The most-important thing that I’ve given to the world is almost-certainly Three Rings. Three Rings facilitates several volunteer-years of volunteer work every day. Over the last 23 years it’s become so essential a service that several major charities – and innumerable smaller grassroots groups – can’t conceive of how they functioned without it.
A distant second is probably FreeDeedPoll.org.uk, through which I’ve helped tens of thousands of people to change their name for free. Plus, through this I’ve learned enough about the law that I’ve been able to support people fighting discriminatory behaviour by high street banks, and trans kids whose parents don’t support their identity, and dual-citizens standing up against illiberal laws in their ‘other’ countries, and divorcees whose estranged exes won’t let them share their name with their children.
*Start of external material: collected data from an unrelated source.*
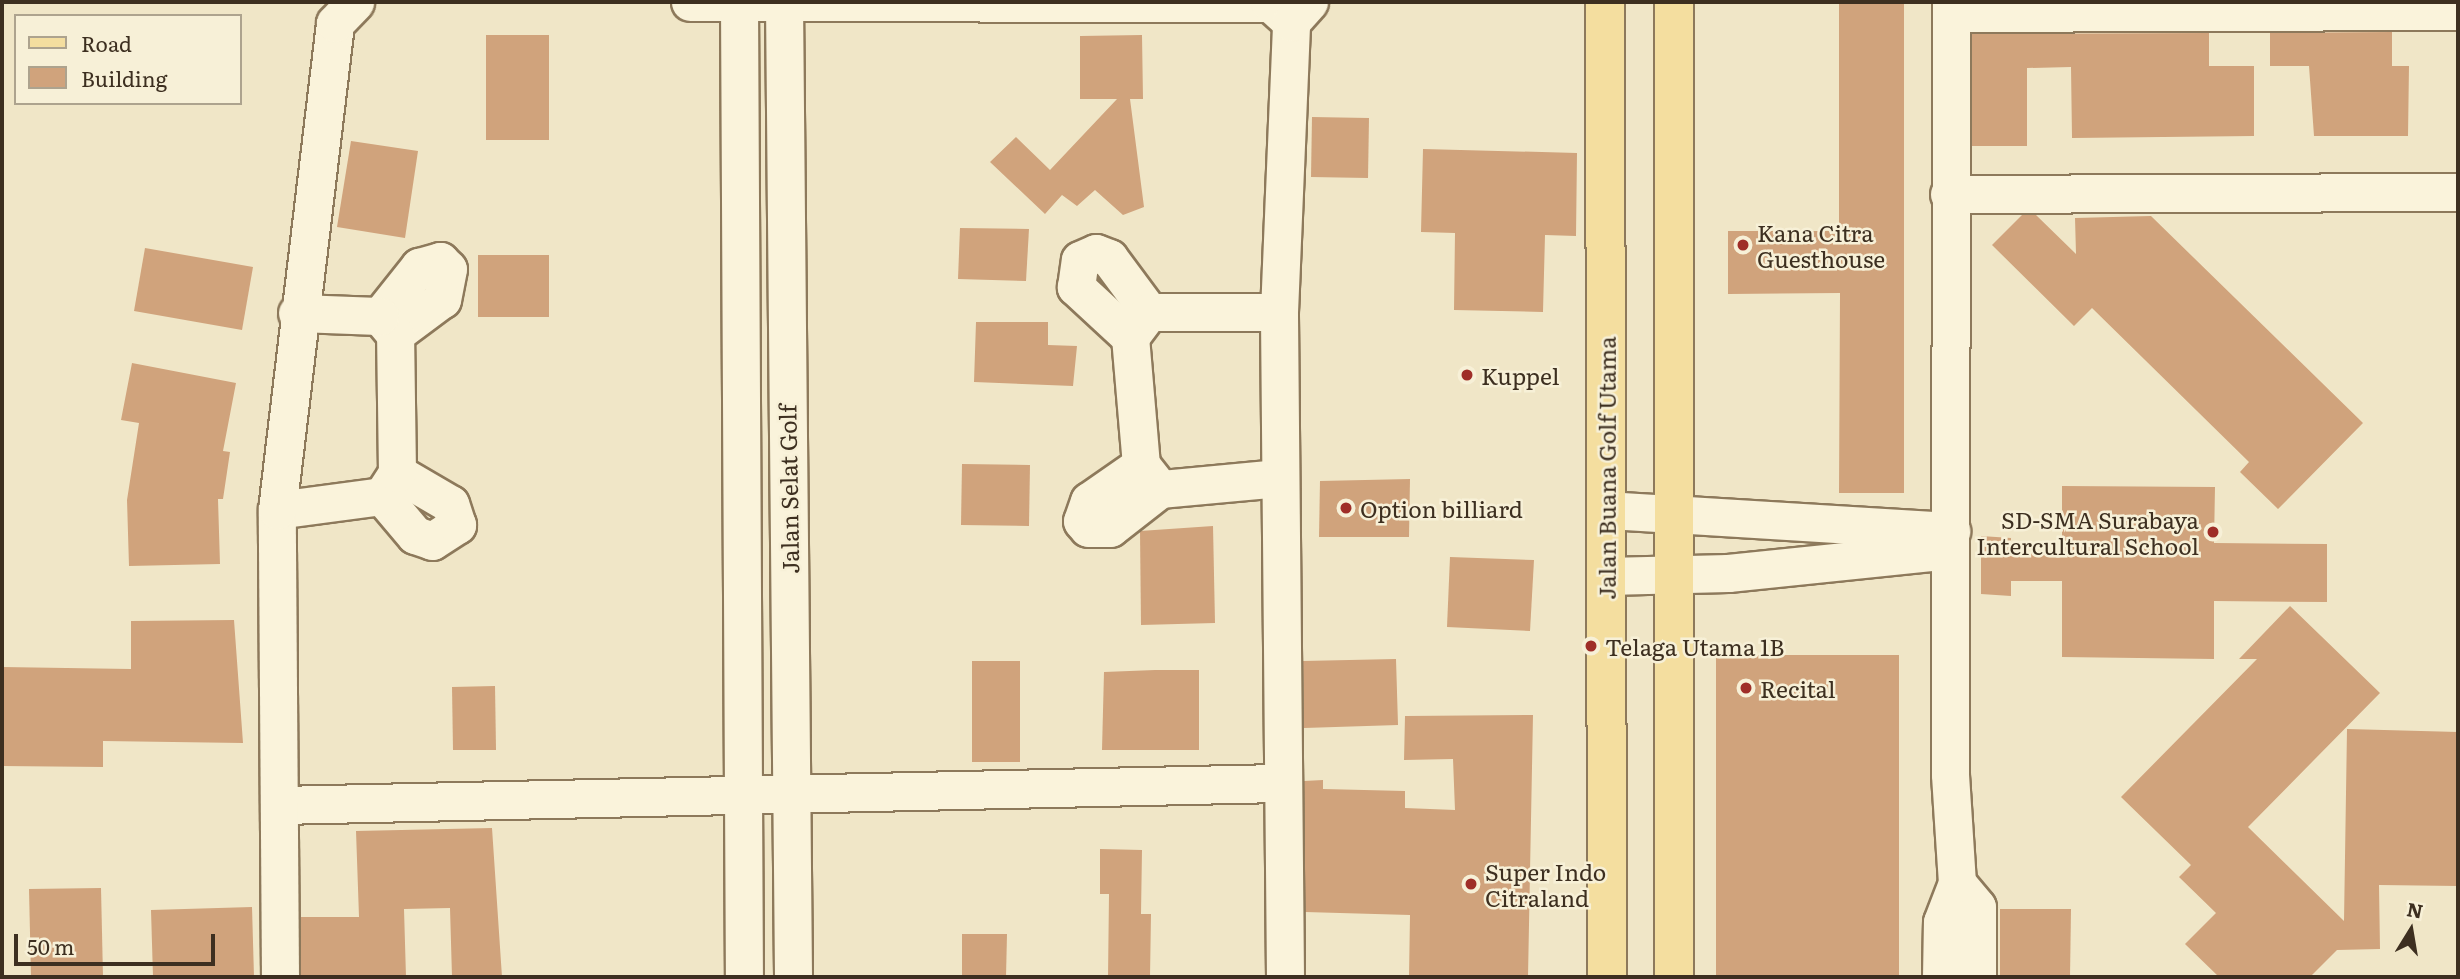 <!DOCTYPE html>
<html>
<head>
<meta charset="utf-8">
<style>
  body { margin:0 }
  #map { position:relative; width:2460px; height:979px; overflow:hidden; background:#f0e6c7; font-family:Literata,serif }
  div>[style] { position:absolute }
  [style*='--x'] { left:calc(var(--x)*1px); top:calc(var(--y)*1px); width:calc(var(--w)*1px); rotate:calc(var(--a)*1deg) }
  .building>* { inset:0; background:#d0a37c }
  .roads { filter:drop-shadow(2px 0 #8d795b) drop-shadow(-2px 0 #8d795b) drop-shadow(0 2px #8d795b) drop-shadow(0 -2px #8d795b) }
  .minor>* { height:37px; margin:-18.5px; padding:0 18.5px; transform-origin:18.5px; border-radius:18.5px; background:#faf3db }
  .major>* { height:38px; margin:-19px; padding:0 19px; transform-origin:19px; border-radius:19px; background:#f4de9f }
  .dots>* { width:19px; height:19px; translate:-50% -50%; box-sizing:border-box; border:4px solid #f7f0d7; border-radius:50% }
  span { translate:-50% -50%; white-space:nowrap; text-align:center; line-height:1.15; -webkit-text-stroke:5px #f7f0d7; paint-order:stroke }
  .poi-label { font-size:23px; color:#3d2f20 }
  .left { translate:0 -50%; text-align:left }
  .right { translate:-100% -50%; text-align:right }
  .street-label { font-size:23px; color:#3d2f20 }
  .frame { position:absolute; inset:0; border:4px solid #3d2f20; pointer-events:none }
  .legend { position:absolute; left:14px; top:14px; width:228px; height:91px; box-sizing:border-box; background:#f7f0d7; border:2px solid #ada38e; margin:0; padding:9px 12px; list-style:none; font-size:21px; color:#3d2f20 }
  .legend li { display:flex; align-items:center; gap:14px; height:35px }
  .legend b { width:35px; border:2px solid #ada38e }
  .north { position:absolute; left:2376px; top:895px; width:70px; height:70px; -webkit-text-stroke:5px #f7f0d7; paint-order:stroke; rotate:11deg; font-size:19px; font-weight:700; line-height:28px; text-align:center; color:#3d2f20 }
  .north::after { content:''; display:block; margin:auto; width:24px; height:32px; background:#3d2f20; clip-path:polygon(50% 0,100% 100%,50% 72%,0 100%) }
  .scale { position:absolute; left:14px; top:934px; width:201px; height:32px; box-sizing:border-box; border:4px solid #3d2f20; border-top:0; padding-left:9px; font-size:21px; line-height:24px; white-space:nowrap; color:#3d2f20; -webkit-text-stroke:5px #f7f0d7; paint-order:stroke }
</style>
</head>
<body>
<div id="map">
  <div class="building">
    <i style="clip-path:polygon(1839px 2px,1904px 2px,1904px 493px,1839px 493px,1840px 293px,1728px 294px,1728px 231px,1839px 231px)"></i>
    <i style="clip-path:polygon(2392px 32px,2392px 66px,2409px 66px,2408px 136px,2314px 136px,2309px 66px,2270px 66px,2270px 33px)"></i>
    <i style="clip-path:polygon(2209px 33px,2209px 66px,2254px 66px,2254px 136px,2072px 138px,2071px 67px,2027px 68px,2027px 146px,1972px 146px,1972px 34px)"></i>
    <i style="clip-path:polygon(486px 35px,549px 35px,549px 140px,486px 140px)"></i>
    <i style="clip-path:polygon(1142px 35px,1143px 99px,1130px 99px,1144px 207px,1123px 215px,1095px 190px,1077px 206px,1062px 195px,1045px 214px,990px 162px,1016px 137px,1050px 170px,1117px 99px,1080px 99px,1080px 36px)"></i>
    <i style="clip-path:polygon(1312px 117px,1369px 118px,1368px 178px,1311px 177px)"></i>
    <i style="clip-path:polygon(351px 141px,418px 151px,405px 238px,337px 227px)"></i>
    <i style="clip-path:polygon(1423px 149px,1577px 153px,1576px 236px,1545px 235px,1543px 312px,1454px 310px,1455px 233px,1421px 232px)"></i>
    <i style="clip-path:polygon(2022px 215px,2036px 215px,2076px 254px,2075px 218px,2151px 216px,2363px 423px,2278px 509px,2240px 472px,2249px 462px,2092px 308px,2074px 326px,1992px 245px)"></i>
    <i style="clip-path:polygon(960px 228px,1029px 229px,1026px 281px,958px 279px)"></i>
    <i style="clip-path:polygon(145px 248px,253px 267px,242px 330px,134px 311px)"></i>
    <i style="clip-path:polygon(478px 255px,549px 255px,549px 317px,478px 317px)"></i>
    <i style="clip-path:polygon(976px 322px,1048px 322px,1048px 345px,1077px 346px,1073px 386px,974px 382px)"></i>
    <i style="clip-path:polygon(132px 363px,236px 383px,223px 451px,230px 452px,223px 499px,218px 499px,220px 564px,129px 566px,127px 500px,139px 423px,121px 420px)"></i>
    <i style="clip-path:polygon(962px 464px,1030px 465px,1029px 526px,961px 525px)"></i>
    <i style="clip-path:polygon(1410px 479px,1409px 537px,1319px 537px,1320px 481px)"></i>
    <i style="clip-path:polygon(2062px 486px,2215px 487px,2214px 543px,2327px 544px,2327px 602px,2214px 601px,2214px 659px,2062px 657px,2062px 581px,2011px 581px,2011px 596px,1981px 594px,1981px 536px,2011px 538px,2011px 553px,2062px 553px)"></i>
    <i style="clip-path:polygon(1213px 526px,1215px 623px,1141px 625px,1140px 531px)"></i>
    <i style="clip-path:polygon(1450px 557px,1534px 560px,1530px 631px,1447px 627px)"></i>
    <i style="clip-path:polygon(2290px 606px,2380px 693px,2248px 827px,2344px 921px,2347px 729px,2458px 732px,2458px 886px,2379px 885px,2380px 949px,2337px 950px,2310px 977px,2219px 977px,2185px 944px,2216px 913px,2179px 877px,2191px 865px,2121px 797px,2257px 659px,2239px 659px)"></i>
    <i style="clip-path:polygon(234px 620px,243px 743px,103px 741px,103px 767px,2px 766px,2px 667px,131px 669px,131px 621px)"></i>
    <i style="clip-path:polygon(1716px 655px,1899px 655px,1899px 977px,1716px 977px)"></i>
    <i style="clip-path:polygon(1396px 659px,1398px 725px,1304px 728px,1303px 661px)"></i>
    <i style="clip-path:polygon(972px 661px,1020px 661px,1020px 762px,972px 762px)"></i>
    <i style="clip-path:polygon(1155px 670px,1199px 670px,1199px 750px,1102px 750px,1104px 672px)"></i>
    <i style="clip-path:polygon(495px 686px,496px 750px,453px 750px,452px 687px)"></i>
    <i style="clip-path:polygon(1533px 715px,1528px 977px,1409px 977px,1410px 915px,1305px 912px,1304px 781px,1323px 780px,1323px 789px,1405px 791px,1405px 808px,1455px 810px,1453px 759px,1404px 760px,1405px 716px)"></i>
    <i style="clip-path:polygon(492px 828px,502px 977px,452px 977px,450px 908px,404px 909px,406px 977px,301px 977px,301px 917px,359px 917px,356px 831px)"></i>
    <i style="clip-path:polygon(1100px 849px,1142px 850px,1141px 914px,1151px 914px,1150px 977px,1108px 977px,1109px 894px,1100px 894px)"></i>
    <i style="clip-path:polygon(101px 888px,103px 977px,31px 977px,29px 889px)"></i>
    <i style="clip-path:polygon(252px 907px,254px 977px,153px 977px,151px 910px)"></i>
    <i style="clip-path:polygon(2000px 909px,2071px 909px,2070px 977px,2000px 977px)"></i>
    <i style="clip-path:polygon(962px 934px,1007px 934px,1006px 977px,962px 977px)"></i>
  </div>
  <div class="roads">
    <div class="minor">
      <i style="--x:690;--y:2;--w:580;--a:0.1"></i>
      <i style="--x:1270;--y:3;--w:28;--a:42"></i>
      <i style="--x:739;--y:2;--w:975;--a:89.71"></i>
      <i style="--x:784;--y:2;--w:975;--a:89.47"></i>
      <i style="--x:1951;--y:13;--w:507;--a:-0.23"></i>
      <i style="--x:1949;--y:194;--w:509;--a:-0.23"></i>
      <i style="--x:380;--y:316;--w:63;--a:-51.5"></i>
      <i style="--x:419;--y:267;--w:22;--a:-16"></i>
      <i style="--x:440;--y:261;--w:11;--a:45"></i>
      <i style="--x:448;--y:269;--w:31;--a:101"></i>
      <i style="--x:442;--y:299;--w:59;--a:143.3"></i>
      <i style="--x:1130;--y:337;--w:74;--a:-137.2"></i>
      <i style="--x:1076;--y:287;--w:27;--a:-82"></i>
      <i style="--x:1080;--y:260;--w:17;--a:-24"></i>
      <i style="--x:1096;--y:253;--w:14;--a:21"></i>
      <i style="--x:1109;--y:258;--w:67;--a:53.5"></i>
      <i style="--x:1141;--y:465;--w:63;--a:145.3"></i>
      <i style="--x:1089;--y:501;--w:21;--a:109"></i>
      <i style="--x:1082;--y:521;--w:9;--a:49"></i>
      <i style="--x:1088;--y:528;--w:22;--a:0"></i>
      <i style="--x:1110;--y:528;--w:63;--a:-38"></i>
      <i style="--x:1279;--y:478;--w:120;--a:174.7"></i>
      <i style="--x:1160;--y:489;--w:31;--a:-128"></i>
      <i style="--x:1141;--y:465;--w:128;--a:-94.9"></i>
      <i style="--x:1130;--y:337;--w:31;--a:-53"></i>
      <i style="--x:1149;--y:312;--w:130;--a:0"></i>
      <i style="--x:382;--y:496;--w:51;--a:49.8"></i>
      <i style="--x:415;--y:535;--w:18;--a:19"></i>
      <i style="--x:432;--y:541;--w:30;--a:-33"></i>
      <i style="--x:457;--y:525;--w:22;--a:-108"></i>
      <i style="--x:450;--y:504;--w:61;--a:-149.7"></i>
      <i style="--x:277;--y:510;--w:106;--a:-7.6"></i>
      <i style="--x:382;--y:496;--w:27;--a:-57"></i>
      <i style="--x:397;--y:473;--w:139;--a:-90.8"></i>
      <i style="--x:395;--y:334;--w:23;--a:-130"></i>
      <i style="--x:380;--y:316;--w:83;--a:-177.9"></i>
      <i style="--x:1607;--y:510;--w:345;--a:3.5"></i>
      <i style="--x:1607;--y:576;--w:121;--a:-1.4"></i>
      <i style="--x:1728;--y:573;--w:223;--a:-5.9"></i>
      <i style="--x:279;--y:805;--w:1001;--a:-1.26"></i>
      <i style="--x:1957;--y:883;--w:31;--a:50"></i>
      <i style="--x:1977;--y:907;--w:70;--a:90"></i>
      <i style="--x:280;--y:977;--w:467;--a:-90.4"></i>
      <i style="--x:277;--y:510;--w:490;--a:-83.2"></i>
      <i style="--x:335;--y:23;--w:29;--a:-46"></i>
      <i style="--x:1285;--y:977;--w:665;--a:-90.52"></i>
      <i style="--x:1279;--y:312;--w:290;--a:-87.6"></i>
      <i style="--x:1291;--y:22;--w:27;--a:-48"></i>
      <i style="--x:1941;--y:977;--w:55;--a:-89"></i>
      <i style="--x:1942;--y:922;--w:42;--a:-69"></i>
      <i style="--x:1957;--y:883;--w:109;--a:-93.7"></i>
      <i style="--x:1950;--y:774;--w:772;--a:-89.93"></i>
    </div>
    <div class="major">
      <i style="--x:1605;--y:2;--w:975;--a:89.88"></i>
      <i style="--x:1674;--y:977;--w:975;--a:-90"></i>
    </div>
  </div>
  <div class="dots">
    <i style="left:1743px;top:245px;background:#9f2e28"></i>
    <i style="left:1467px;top:375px;background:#9f2e28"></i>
    <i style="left:1346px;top:508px;background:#9f2e28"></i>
    <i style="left:2213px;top:532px;background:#9f2e28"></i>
    <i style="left:1591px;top:646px;background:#9f2e28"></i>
    <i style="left:1746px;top:688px;background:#9f2e28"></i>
    <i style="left:1471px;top:884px;background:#9f2e28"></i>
  </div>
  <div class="poi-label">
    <span class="left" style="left:1757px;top:245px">Kana Citra<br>Guesthouse</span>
    <span class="left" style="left:1481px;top:375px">Kuppel</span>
    <span class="left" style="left:1360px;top:508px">Option billiard</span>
    <span class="right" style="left:2199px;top:532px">SD-SMA Surabaya<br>Intercultural School</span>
    <span class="left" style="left:1605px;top:646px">Telaga Utama 1B</span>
    <span class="left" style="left:1760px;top:688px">Recital</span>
    <span class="left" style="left:1485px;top:884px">Super Indo<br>Citraland</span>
  </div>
  <div class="street-label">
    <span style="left:1606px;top:468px;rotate:-90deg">Jalan Buana Golf Utama</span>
    <span style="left:788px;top:489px;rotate:-91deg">Jalan Selat Golf</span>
  </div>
  <div class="frame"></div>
  <ul class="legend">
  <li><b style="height:9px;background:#f4de9f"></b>Road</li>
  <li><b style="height:19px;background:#d0a37c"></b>Building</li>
  </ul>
  <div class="north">N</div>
  <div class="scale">50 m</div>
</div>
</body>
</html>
Everything else is a far-distant third. All the voluntary work, all the open-source, all the… everything… will probably never leave a mark so significant as, y’know, those two. (If any of this sounds like a humblebrag, I’m sorry: that’s truly not my intention.)
What if I waste the second half of my adult life producing… nothing? At least: nothing of even remotely-comparable value? Have I “peaked”? Have I already done the most-good for the world that I ever will? Where will that leave me in five, ten, or twenty years?
Ultimately, the problem is that I might never be “enough” for my own standards. Possibly what I need isn’t to “make more things”, it’s to “have more therapy”!
But for now: this is what weighs on me from time to time.
I’ve tussled with this one too – as the time available to do something truly world-altering that justifies the resources I’ve consumed goes down, my sense that maybe I’m a literal waste of space (on the days I feel that way) just gets stronger. Ultimately, I suppose, most people aren’t going to change the world; personally, I’ve concluded it’s enough to try and put more good out there than bad.
You did two important things that improved a lot of lives. The doesn’t mean you’re failing if you don’t do more of them.